_TASK BRIEF_:
Give the data again in its entirety, exactly as provided.

_INFORMATION PROVIDED_:
────────────────────────────────────────
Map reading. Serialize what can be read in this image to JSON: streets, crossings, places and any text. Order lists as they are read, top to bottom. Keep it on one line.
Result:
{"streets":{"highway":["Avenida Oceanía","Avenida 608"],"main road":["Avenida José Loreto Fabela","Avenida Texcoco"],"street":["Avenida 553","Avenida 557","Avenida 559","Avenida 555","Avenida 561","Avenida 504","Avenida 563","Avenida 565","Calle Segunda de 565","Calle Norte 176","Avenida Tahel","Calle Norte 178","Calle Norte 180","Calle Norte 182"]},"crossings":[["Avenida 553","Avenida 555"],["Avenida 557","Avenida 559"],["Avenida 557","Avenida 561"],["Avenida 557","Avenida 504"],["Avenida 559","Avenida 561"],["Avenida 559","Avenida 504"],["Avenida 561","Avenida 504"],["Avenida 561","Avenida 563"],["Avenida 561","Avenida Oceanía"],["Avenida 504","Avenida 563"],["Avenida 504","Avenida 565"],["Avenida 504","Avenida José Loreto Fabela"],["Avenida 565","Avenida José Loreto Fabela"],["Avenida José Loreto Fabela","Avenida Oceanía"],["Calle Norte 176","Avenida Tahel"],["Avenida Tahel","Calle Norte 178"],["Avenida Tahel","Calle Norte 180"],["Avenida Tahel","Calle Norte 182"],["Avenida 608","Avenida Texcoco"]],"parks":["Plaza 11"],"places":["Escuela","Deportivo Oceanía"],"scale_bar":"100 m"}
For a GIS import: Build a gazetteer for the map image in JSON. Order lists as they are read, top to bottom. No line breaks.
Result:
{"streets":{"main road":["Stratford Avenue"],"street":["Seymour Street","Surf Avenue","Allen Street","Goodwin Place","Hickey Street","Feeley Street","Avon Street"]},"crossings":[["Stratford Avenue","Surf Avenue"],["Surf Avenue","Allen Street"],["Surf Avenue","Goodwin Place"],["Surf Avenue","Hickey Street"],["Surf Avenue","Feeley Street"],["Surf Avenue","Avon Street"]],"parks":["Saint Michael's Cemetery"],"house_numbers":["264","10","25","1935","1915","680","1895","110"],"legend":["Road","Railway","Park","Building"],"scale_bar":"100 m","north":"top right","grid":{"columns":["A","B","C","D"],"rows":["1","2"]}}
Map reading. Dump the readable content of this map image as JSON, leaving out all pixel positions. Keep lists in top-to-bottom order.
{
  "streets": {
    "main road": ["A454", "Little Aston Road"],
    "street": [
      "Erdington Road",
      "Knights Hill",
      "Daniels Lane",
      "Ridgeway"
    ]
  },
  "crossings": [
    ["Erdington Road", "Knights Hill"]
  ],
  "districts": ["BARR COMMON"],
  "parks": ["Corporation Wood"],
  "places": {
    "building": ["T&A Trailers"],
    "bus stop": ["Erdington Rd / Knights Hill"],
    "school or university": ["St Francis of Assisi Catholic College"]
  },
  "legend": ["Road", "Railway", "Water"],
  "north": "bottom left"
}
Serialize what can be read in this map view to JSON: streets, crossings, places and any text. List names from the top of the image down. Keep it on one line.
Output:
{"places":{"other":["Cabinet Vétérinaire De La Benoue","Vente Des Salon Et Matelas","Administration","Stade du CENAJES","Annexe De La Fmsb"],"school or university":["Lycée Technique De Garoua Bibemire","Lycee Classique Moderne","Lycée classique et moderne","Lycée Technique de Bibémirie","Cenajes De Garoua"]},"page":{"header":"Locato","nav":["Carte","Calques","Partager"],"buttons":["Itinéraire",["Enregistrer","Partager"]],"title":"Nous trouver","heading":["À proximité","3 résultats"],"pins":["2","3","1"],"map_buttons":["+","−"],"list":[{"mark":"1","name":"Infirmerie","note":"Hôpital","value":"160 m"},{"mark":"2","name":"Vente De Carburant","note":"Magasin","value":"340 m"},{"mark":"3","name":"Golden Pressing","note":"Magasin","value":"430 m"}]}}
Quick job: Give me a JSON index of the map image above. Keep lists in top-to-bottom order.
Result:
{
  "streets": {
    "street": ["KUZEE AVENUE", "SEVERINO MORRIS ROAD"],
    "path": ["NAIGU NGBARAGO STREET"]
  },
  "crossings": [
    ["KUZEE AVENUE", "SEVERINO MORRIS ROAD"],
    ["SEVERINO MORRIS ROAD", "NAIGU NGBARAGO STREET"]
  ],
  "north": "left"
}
────────────────────────────────────────
_ANSWER TO THIS EXERCISE_:
Map reading. Serialize what can be read in this image to JSON: streets, crossings, places and any text. Order lists as they are read, top to bottom. Keep it on one line.
Result:
{"streets":{"highway":["Avenida Oceanía","Avenida 608"],"main road":["Avenida José Loreto Fabela","Avenida Texcoco"],"street":["Avenida 553","Avenida 557","Avenida 559","Avenida 555","Avenida 561","Avenida 504","Avenida 563","Avenida 565","Calle Segunda de 565","Calle Norte 176","Avenida Tahel","Calle Norte 178","Calle Norte 180","Calle Norte 182"]},"crossings":[["Avenida 553","Avenida 555"],["Avenida 557","Avenida 559"],["Avenida 557","Avenida 561"],["Avenida 557","Avenida 504"],["Avenida 559","Avenida 561"],["Avenida 559","Avenida 504"],["Avenida 561","Avenida 504"],["Avenida 561","Avenida 563"],["Avenida 561","Avenida Oceanía"],["Avenida 504","Avenida 563"],["Avenida 504","Avenida 565"],["Avenida 504","Avenida José Loreto Fabela"],["Avenida 565","Avenida José Loreto Fabela"],["Avenida José Loreto Fabela","Avenida Oceanía"],["Calle Norte 176","Avenida Tahel"],["Avenida Tahel","Calle Norte 178"],["Avenida Tahel","Calle Norte 180"],["Avenida Tahel","Calle Norte 182"],["Avenida 608","Avenida Texcoco"]],"parks":["Plaza 11"],"places":["Escuela","Deportivo Oceanía"],"scale_bar":"100 m"}
For a GIS import: Build a gazetteer for the map image in JSON. Order lists as they are read, top to bottom. No line breaks.
Result:
{"streets":{"main road":["Stratford Avenue"],"street":["Seymour Street","Surf Avenue","Allen Street","Goodwin Place","Hickey Street","Feeley Street","Avon Street"]},"crossings":[["Stratford Avenue","Surf Avenue"],["Surf Avenue","Allen Street"],["Surf Avenue","Goodwin Place"],["Surf Avenue","Hickey Street"],["Surf Avenue","Feeley Street"],["Surf Avenue","Avon Street"]],"parks":["Saint Michael's Cemetery"],"house_numbers":["264","10","25","1935","1915","680","1895","110"],"legend":["Road","Railway","Park","Building"],"scale_bar":"100 m","north":"top right","grid":{"columns":["A","B","C","D"],"rows":["1","2"]}}
Map reading. Dump the readable content of this map image as JSON, leaving out all pixel positions. Keep lists in top-to-bottom order.
{
  "streets": {
    "main road": ["A454", "Little Aston Road"],
    "street": [
      "Erdington Road",
      "Knights Hill",
      "Daniels Lane",
      "Ridgeway"
    ]
  },
  "crossings": [
    ["Erdington Road", "Knights Hill"]
  ],
  "districts": ["BARR COMMON"],
  "parks": ["Corporation Wood"],
  "places": {
    "building": ["T&A Trailers"],
    "bus stop": ["Erdington Rd / Knights Hill"],
    "school or university": ["St Francis of Assisi Catholic College"]
  },
  "legend": ["Road", "Railway", "Water"],
  "north": "bottom left"
}
Serialize what can be read in this map view to JSON: streets, crossings, places and any text. List names from the top of the image down. Keep it on one line.
Output:
{"places":{"other":["Cabinet Vétérinaire De La Benoue","Vente Des Salon Et Matelas","Administration","Stade du CENAJES","Annexe De La Fmsb"],"school or university":["Lycée Technique De Garoua Bibemire","Lycee Classique Moderne","Lycée classique et moderne","Lycée Technique de Bibémirie","Cenajes De Garoua"]},"page":{"header":"Locato","nav":["Carte","Calques","Partager"],"buttons":["Itinéraire",["Enregistrer","Partager"]],"title":"Nous trouver","heading":["À proximité","3 résultats"],"pins":["2","3","1"],"map_buttons":["+","−"],"list":[{"mark":"1","name":"Infirmerie","note":"Hôpital","value":"160 m"},{"mark":"2","name":"Vente De Carburant","note":"Magasin","value":"340 m"},{"mark":"3","name":"Golden Pressing","note":"Magasin","value":"430 m"}]}}
Quick job: Give me a JSON index of the map image above. Keep lists in top-to-bottom order.
Result:
{
  "streets": {
    "street": ["KUZEE AVENUE", "SEVERINO MORRIS ROAD"],
    "path": ["NAIGU NGBARAGO STREET"]
  },
  "crossings": [
    ["KUZEE AVENUE", "SEVERINO MORRIS ROAD"],
    ["SEVERINO MORRIS ROAD", "NAIGU NGBARAGO STREET"]
  ],
  "north": "left"
}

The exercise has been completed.